WORK ORDER: The entries underneath need to be duplicated exactly, with none omitted.

AVAILABLE DATA:

= Beginning of Section =

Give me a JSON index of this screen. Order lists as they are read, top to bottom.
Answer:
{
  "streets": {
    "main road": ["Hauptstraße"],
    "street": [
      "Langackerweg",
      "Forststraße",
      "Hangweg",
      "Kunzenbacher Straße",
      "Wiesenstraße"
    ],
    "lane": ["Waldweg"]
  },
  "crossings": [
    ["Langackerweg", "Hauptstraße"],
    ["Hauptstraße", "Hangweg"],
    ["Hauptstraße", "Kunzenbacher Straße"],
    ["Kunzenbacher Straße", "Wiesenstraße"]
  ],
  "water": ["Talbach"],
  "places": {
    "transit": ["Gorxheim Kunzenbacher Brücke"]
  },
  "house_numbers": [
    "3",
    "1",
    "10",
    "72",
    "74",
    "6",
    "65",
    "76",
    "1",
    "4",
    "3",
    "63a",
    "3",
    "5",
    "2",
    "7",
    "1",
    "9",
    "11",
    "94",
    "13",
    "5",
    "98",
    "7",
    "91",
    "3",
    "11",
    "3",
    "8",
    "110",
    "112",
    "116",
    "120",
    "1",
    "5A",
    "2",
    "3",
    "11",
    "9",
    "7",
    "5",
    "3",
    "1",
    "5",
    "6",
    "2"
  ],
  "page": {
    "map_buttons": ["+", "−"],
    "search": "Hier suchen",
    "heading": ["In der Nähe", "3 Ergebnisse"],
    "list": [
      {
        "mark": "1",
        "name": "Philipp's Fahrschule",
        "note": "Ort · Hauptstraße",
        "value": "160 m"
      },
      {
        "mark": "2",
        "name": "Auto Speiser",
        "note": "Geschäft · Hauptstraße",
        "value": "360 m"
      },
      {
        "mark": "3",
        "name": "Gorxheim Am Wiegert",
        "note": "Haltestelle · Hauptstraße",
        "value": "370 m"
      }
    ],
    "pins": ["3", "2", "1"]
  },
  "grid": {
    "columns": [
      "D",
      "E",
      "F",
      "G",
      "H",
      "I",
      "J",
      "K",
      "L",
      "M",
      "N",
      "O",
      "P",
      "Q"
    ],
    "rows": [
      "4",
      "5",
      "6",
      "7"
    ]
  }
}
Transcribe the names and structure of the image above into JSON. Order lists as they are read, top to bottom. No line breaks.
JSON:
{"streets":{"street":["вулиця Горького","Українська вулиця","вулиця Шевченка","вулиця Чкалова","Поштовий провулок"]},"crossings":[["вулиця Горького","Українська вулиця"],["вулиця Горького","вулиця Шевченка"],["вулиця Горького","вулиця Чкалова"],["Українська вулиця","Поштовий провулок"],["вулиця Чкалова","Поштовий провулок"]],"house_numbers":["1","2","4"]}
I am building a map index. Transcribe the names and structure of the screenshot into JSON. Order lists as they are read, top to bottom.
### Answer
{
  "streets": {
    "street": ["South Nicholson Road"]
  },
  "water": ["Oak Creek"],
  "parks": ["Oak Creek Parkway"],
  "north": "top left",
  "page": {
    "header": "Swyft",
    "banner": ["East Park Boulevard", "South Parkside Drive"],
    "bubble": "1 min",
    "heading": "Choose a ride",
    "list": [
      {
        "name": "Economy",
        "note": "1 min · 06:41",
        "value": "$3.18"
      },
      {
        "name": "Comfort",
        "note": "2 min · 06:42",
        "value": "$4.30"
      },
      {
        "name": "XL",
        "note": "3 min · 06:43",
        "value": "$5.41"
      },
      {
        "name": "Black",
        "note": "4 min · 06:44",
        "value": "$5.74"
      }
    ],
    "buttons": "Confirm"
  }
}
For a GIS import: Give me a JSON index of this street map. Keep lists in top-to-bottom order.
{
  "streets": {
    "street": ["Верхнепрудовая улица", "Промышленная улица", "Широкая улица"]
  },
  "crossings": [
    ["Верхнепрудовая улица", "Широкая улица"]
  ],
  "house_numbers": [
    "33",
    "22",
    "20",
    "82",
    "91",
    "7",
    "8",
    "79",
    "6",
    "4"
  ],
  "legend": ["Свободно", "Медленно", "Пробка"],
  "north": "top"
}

= End of Section =

EXERCISE SOLUTION:
Give me a JSON index of this screen. Order lists as they are read, top to bottom.
Answer:
{
  "streets": {
    "main road": ["Hauptstraße"],
    "street": [
      "Langackerweg",
      "Forststraße",
      "Hangweg",
      "Kunzenbacher Straße",
      "Wiesenstraße"
    ],
    "lane": ["Waldweg"]
  },
  "crossings": [
    ["Langackerweg", "Hauptstraße"],
    ["Hauptstraße", "Hangweg"],
    ["Hauptstraße", "Kunzenbacher Straße"],
    ["Kunzenbacher Straße", "Wiesenstraße"]
  ],
  "water": ["Talbach"],
  "places": {
    "transit": ["Gorxheim Kunzenbacher Brücke"]
  },
  "house_numbers": [
    "3",
    "1",
    "10",
    "72",
    "74",
    "6",
    "65",
    "76",
    "1",
    "4",
    "3",
    "63a",
    "3",
    "5",
    "2",
    "7",
    "1",
    "9",
    "11",
    "94",
    "13",
    "5",
    "98",
    "7",
    "91",
    "3",
    "11",
    "3",
    "8",
    "110",
    "112",
    "116",
    "120",
    "1",
    "5A",
    "2",
    "3",
    "11",
    "9",
    "7",
    "5",
    "3",
    "1",
    "5",
    "6",
    "2"
  ],
  "page": {
    "map_buttons": ["+", "−"],
    "search": "Hier suchen",
    "heading": ["In der Nähe", "3 Ergebnisse"],
    "list": [
      {
        "mark": "1",
        "name": "Philipp's Fahrschule",
        "note": "Ort · Hauptstraße",
        "value": "160 m"
      },
      {
        "mark": "2",
        "name": "Auto Speiser",
        "note": "Geschäft · Hauptstraße",
        "value": "360 m"
      },
      {
        "mark": "3",
        "name": "Gorxheim Am Wiegert",
        "note": "Haltestelle · Hauptstraße",
        "value": "370 m"
      }
    ],
    "pins": ["3", "2", "1"]
  },
  "grid": {
    "columns": [
      "D",
      "E",
      "F",
      "G",
      "H",
      "I",
      "J",
      "K",
      "L",
      "M",
      "N",
      "O",
      "P",
      "Q"
    ],
    "rows": [
      "4",
      "5",
      "6",
      "7"
    ]
  }
}
Transcribe the names and structure of the image above into JSON. Order lists as they are read, top to bottom. No line breaks.
JSON:
{"streets":{"street":["вулиця Горького","Українська вулиця","вулиця Шевченка","вулиця Чкалова","Поштовий провулок"]},"crossings":[["вулиця Горького","Українська вулиця"],["вулиця Горького","вулиця Шевченка"],["вулиця Горького","вулиця Чкалова"],["Українська вулиця","Поштовий провулок"],["вулиця Чкалова","Поштовий провулок"]],"house_numbers":["1","2","4"]}
I am building a map index. Transcribe the names and structure of the screenshot into JSON. Order lists as they are read, top to bottom.
### Answer
{
  "streets": {
    "street": ["South Nicholson Road"]
  },
  "water": ["Oak Creek"],
  "parks": ["Oak Creek Parkway"],
  "north": "top left",
  "page": {
    "header": "Swyft",
    "banner": ["East Park Boulevard", "South Parkside Drive"],
    "bubble": "1 min",
    "heading": "Choose a ride",
    "list": [
      {
        "name": "Economy",
        "note": "1 min · 06:41",
        "value": "$3.18"
      },
      {
        "name": "Comfort",
        "note": "2 min · 06:42",
        "value": "$4.30"
      },
      {
        "name": "XL",
        "note": "3 min · 06:43",
        "value": "$5.41"
      },
      {
        "name": "Black",
        "note": "4 min · 06:44",
        "value": "$5.74"
      }
    ],
    "buttons": "Confirm"
  }
}
For a GIS import: Give me a JSON index of this street map. Keep lists in top-to-bottom order.
{
  "streets": {
    "street": ["Верхнепрудовая улица", "Промышленная улица", "Широкая улица"]
  },
  "crossings": [
    ["Верхнепрудовая улица", "Широкая улица"]
  ],
  "house_numbers": [
    "33",
    "22",
    "20",
    "82",
    "91",
    "7",
    "8",
    "79",
    "6",
    "4"
  ],
  "legend": ["Свободно", "Медленно", "Пробка"],
  "north": "top"
}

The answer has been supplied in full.